> [Your instructions] Return exactly the lines of the records below, starting at the line that contains "c.stroke(path);" and ending at the line that contains "c.rotate((+turn || 0) * Math.PI / 180);", with both of those lines kept.

> [Record extracts]
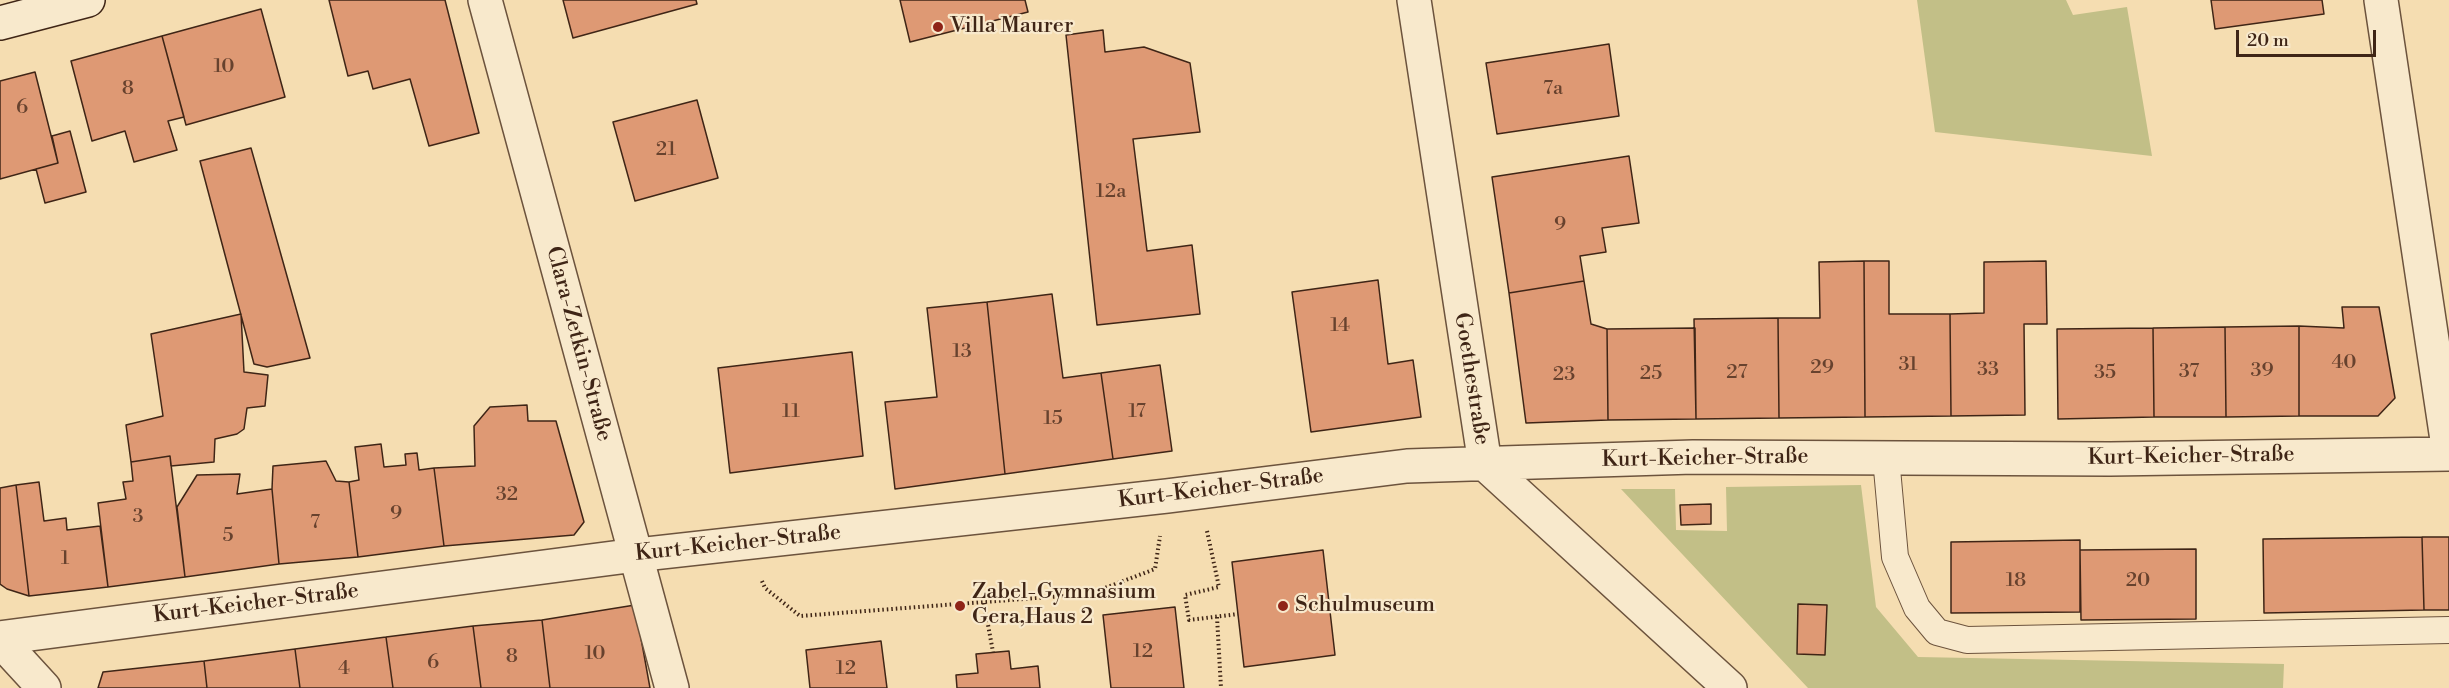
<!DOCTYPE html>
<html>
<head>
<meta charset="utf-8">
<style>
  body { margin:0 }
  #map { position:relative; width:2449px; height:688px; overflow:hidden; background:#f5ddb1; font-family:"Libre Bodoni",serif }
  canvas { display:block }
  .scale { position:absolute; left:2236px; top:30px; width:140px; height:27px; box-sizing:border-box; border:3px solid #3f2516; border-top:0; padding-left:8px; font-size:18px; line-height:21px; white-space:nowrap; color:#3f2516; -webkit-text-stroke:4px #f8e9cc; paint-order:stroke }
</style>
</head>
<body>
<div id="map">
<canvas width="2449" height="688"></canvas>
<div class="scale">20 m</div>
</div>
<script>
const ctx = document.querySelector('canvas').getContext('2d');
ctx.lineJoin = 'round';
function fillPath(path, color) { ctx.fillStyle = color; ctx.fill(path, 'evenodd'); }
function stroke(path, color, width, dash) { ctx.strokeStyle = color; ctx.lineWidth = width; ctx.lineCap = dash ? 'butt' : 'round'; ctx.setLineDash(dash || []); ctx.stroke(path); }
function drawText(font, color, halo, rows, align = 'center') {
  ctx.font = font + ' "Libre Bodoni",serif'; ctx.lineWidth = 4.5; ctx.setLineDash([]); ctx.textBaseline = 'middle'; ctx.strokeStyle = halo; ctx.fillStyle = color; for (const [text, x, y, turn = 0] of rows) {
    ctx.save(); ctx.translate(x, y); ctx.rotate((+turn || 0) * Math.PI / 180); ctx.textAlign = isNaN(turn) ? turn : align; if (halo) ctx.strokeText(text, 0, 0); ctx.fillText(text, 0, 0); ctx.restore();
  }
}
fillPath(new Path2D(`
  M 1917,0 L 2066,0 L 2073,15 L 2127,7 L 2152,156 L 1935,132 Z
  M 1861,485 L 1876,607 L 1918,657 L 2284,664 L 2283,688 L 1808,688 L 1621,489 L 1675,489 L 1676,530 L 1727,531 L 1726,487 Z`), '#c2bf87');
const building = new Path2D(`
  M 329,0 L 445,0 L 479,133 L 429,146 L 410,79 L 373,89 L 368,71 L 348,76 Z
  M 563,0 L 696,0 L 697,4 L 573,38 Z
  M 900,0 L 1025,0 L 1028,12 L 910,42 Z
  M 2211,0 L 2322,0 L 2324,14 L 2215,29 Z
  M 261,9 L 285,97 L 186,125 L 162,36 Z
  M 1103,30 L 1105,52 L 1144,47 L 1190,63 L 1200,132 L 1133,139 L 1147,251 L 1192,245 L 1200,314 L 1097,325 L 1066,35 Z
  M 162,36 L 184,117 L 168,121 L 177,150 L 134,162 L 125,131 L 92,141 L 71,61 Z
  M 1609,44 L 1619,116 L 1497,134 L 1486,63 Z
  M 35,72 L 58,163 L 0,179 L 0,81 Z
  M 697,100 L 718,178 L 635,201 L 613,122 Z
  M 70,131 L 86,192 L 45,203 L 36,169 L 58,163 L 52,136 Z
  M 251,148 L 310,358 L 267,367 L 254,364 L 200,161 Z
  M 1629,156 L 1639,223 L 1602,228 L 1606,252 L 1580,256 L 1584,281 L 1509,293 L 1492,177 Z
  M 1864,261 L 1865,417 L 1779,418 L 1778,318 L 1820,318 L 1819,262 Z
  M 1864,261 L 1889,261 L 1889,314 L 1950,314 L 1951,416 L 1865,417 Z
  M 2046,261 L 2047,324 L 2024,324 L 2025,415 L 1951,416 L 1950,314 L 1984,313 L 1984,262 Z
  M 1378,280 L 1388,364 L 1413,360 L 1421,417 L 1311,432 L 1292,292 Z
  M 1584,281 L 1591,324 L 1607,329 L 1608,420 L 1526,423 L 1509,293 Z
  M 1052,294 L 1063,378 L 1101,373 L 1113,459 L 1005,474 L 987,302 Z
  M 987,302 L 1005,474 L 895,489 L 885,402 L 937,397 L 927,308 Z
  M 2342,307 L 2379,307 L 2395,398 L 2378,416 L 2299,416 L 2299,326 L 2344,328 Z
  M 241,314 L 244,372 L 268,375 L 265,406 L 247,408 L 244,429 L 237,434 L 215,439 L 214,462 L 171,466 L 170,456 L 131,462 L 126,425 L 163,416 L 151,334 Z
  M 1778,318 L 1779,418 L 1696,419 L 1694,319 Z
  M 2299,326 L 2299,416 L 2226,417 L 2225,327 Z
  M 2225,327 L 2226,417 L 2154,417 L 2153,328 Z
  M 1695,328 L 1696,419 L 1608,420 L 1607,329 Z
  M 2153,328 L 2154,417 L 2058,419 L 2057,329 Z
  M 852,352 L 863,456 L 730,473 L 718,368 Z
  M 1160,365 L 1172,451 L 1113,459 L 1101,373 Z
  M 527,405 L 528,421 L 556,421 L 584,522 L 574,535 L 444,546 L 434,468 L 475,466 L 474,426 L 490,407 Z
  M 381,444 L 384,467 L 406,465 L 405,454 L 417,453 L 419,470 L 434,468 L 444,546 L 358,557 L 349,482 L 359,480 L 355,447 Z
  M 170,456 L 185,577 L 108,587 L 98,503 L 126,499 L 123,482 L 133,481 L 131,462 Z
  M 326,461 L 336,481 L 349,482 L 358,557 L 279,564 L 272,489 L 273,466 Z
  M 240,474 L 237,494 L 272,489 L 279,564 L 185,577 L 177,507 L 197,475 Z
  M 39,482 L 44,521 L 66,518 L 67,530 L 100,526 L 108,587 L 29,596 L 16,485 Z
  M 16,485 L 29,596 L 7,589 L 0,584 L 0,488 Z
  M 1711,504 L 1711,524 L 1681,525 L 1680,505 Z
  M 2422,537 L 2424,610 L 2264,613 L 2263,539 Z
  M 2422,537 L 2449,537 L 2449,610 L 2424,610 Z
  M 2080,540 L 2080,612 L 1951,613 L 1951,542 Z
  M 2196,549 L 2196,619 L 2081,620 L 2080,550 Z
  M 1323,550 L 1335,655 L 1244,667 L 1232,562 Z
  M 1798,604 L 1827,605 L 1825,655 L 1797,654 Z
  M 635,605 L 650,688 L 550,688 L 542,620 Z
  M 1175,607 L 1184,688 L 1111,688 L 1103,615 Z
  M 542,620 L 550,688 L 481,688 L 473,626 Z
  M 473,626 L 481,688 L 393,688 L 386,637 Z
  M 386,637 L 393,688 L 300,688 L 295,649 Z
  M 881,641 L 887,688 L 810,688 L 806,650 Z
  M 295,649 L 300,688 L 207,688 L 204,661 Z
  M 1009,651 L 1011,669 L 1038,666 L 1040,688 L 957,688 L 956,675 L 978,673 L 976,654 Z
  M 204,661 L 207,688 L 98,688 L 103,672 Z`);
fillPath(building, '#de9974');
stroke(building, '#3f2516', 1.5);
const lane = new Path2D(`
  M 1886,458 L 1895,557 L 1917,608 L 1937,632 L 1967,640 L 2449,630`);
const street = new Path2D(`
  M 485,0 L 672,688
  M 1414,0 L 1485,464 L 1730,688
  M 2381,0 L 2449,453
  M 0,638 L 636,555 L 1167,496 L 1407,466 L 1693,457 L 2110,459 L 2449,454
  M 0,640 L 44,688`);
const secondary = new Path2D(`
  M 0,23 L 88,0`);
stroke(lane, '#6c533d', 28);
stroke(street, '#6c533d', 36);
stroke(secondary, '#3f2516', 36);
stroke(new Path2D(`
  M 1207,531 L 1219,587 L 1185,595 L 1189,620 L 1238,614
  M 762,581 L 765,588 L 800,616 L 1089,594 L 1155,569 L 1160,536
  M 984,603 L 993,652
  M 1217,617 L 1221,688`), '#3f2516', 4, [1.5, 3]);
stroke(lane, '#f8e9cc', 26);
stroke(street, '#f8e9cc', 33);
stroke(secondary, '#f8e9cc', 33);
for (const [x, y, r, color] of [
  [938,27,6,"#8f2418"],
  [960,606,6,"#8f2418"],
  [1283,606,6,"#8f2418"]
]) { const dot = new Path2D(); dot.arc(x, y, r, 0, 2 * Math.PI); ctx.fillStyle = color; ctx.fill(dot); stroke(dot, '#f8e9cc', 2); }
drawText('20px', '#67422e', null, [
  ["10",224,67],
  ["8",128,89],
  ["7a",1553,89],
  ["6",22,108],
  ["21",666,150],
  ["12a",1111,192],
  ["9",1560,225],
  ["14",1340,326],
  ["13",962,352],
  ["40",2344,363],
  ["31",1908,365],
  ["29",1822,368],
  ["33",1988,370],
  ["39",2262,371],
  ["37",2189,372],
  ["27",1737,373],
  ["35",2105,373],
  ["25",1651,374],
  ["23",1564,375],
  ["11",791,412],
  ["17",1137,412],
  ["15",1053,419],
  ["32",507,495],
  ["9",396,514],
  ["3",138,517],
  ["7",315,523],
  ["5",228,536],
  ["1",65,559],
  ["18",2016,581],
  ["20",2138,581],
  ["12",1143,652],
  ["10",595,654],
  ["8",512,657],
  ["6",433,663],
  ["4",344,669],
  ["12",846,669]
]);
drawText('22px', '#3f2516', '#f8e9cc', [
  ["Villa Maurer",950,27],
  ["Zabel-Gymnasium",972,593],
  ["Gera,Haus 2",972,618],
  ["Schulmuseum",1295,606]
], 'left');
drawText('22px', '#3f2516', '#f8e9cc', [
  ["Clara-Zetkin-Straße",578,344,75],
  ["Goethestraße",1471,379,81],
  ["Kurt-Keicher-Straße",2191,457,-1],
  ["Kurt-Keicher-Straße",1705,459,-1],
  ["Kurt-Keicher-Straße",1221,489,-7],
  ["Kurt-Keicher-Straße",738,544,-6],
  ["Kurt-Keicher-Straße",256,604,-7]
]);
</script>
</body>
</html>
---
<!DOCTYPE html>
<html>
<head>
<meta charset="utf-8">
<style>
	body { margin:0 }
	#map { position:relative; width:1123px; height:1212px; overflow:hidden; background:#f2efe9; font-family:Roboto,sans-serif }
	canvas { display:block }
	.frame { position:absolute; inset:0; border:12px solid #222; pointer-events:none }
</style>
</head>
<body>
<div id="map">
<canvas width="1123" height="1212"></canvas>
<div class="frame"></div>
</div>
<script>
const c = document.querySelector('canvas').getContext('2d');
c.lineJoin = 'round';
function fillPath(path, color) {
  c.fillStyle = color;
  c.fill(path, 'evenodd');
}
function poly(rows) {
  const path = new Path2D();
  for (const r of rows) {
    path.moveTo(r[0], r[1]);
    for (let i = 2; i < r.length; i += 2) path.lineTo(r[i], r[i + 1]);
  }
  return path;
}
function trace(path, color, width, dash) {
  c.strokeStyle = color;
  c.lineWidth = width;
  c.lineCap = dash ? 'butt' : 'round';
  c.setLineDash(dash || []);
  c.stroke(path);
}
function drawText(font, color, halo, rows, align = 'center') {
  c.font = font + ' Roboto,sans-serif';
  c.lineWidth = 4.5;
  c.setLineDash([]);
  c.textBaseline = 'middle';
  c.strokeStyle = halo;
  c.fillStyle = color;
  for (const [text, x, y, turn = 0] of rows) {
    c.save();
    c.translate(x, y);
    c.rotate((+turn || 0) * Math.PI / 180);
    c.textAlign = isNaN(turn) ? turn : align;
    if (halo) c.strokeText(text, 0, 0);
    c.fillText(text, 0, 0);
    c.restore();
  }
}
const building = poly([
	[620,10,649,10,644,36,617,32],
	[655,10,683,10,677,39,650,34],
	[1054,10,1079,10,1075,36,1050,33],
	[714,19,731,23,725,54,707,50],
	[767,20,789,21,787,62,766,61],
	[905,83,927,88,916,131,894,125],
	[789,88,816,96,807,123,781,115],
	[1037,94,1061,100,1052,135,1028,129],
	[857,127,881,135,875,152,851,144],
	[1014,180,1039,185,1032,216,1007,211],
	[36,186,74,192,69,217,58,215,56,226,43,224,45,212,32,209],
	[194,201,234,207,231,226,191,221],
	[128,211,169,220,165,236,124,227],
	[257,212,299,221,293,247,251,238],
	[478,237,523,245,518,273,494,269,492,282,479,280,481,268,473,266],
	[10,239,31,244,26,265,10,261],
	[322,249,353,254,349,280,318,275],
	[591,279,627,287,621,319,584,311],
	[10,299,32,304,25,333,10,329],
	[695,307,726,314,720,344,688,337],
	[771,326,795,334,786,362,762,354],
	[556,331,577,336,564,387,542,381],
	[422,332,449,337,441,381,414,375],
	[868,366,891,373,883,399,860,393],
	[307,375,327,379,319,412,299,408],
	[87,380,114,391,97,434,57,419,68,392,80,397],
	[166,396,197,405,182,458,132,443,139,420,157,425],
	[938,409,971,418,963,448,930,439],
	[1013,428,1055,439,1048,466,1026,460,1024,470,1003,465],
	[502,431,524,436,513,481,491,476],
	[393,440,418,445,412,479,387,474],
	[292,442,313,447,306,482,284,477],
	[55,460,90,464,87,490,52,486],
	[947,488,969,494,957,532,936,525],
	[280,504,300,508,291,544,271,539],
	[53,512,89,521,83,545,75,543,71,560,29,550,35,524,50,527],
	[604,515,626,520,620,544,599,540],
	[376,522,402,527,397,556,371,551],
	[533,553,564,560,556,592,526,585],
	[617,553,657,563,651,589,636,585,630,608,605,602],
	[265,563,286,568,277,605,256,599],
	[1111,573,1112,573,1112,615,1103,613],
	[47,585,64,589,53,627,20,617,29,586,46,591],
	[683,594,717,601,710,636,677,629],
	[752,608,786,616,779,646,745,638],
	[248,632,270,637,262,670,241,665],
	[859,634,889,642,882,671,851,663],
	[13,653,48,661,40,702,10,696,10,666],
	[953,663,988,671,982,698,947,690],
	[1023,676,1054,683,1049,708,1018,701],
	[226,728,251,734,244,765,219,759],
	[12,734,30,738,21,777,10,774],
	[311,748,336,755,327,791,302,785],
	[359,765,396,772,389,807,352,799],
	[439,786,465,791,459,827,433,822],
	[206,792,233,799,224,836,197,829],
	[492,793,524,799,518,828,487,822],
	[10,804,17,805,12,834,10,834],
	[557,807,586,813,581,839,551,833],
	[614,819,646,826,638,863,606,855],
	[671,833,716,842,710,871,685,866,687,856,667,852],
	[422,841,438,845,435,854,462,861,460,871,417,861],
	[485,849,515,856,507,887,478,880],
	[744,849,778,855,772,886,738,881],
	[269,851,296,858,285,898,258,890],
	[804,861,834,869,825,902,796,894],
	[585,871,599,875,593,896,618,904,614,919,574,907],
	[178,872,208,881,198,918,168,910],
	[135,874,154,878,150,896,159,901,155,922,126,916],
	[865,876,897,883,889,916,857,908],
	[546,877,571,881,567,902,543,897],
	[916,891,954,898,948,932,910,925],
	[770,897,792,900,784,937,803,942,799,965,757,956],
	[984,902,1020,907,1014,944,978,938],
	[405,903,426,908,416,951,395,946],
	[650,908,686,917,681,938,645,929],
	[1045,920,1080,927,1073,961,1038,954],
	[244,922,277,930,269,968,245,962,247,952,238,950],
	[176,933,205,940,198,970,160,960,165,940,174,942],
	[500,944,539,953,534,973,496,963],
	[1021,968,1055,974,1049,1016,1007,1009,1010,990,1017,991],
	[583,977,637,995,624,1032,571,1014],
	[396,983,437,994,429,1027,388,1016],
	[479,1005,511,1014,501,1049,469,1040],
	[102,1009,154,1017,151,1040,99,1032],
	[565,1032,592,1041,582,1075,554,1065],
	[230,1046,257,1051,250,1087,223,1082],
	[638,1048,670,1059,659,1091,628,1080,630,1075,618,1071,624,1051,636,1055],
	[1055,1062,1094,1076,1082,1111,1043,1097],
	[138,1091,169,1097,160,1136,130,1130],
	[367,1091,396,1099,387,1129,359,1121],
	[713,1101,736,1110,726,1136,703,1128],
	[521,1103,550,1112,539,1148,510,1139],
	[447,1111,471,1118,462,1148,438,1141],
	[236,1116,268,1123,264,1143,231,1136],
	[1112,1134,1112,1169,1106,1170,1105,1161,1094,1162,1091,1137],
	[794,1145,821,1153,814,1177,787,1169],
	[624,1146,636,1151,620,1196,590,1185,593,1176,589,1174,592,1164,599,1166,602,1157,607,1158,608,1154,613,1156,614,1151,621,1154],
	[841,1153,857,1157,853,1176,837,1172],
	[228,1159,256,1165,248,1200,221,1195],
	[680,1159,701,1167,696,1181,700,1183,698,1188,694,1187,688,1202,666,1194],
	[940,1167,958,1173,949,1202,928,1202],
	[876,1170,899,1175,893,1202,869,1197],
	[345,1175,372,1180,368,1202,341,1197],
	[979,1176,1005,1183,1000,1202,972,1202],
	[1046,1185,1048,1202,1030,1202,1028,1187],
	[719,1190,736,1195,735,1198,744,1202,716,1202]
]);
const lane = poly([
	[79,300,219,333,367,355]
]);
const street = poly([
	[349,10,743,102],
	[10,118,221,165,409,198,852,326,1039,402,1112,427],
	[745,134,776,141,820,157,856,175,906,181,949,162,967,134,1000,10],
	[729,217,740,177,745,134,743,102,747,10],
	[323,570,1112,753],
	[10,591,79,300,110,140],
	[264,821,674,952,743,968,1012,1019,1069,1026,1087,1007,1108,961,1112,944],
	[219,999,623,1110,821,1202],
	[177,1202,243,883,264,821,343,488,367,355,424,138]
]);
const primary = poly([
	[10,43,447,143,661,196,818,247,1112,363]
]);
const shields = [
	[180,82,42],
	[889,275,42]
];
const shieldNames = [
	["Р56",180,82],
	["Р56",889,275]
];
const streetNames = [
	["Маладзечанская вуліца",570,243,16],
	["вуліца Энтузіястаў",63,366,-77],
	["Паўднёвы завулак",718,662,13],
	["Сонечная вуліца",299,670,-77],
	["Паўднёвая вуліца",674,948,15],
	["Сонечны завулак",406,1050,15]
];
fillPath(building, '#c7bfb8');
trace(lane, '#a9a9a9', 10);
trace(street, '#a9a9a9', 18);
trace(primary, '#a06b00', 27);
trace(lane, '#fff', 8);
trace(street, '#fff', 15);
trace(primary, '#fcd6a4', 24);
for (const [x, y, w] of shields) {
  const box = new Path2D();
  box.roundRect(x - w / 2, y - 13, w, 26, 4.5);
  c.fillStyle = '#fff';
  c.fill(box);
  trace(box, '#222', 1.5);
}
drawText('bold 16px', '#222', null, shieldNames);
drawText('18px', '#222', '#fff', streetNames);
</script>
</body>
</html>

> [Exercise result]
  c.stroke(path);
}
function drawText(font, color, halo, rows, align = 'center') {
  c.font = font + ' Roboto,sans-serif';
  c.lineWidth = 4.5;
  c.setLineDash([]);
  c.textBaseline = 'middle';
  c.strokeStyle = halo;
  c.fillStyle = color;
  for (const [text, x, y, turn = 0] of rows) {
    c.save();
    c.translate(x, y);
    c.rotate((+turn || 0) * Math.PI / 180);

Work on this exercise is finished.